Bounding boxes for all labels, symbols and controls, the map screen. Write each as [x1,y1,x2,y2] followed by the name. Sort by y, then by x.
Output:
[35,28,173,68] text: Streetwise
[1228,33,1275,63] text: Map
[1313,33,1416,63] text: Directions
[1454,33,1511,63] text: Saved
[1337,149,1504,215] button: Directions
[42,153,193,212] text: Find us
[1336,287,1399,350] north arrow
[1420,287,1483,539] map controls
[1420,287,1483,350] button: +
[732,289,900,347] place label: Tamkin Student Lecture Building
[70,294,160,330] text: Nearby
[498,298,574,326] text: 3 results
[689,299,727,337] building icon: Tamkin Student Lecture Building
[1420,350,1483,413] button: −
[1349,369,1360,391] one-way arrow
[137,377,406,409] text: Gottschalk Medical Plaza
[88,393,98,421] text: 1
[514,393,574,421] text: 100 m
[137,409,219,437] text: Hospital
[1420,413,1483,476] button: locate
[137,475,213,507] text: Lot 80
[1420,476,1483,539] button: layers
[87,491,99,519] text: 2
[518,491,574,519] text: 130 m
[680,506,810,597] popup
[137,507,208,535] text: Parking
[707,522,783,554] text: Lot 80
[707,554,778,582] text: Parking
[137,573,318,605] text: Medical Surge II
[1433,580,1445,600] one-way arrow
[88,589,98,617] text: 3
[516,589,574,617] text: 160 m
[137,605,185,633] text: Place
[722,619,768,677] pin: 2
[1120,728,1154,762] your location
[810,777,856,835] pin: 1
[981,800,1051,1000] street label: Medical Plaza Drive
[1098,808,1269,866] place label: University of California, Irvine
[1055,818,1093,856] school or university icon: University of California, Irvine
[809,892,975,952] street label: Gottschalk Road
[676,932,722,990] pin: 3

+-------+

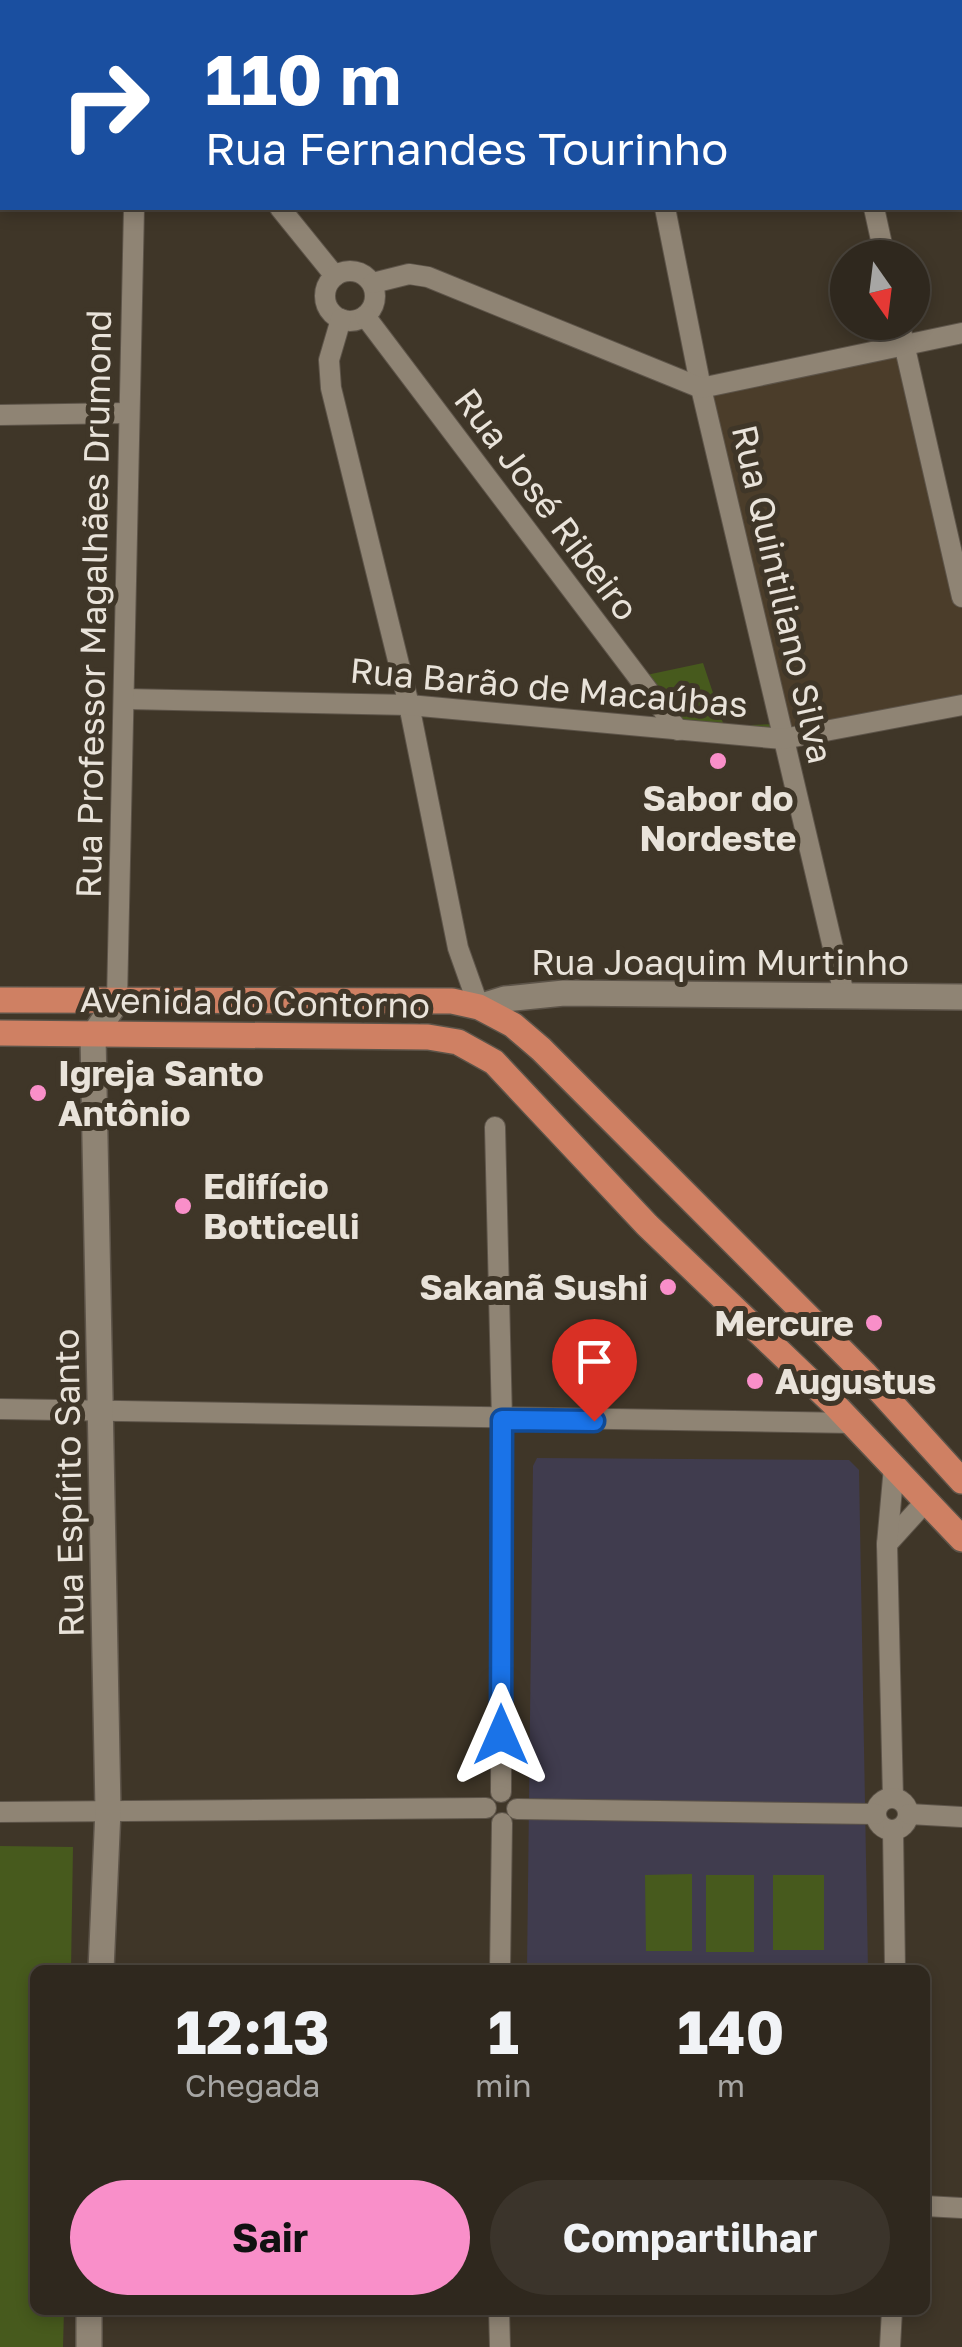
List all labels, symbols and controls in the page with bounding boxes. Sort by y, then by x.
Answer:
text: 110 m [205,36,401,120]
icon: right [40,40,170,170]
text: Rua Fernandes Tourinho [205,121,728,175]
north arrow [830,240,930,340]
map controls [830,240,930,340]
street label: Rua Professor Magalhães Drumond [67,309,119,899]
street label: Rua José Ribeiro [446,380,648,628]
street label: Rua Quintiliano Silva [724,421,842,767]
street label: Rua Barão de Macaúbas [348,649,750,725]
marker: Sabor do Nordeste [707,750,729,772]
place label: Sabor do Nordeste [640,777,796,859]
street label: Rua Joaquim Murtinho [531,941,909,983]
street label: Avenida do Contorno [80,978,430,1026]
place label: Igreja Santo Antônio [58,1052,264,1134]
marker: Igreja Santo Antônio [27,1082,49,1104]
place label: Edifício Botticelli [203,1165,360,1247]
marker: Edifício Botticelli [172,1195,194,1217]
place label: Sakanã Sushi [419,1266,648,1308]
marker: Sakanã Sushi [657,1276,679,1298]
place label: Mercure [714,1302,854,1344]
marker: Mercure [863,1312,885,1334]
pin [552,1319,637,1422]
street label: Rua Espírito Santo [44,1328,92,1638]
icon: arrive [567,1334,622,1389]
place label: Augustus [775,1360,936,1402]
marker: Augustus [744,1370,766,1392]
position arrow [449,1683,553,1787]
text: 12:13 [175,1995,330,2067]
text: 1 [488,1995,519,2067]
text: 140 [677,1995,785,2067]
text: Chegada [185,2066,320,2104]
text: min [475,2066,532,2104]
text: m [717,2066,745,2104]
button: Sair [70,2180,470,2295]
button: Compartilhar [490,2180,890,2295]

+-------+

The answer must consist of each line in the entries above that includes "symbols".

Bounding boxes for all labels, symbols and controls, the map screen. Write each as [x1,y1,x2,y2] followed by the name. Sort by y, then by x.
List all labels, symbols and controls in the page with bounding boxes. Sort by y, then by x.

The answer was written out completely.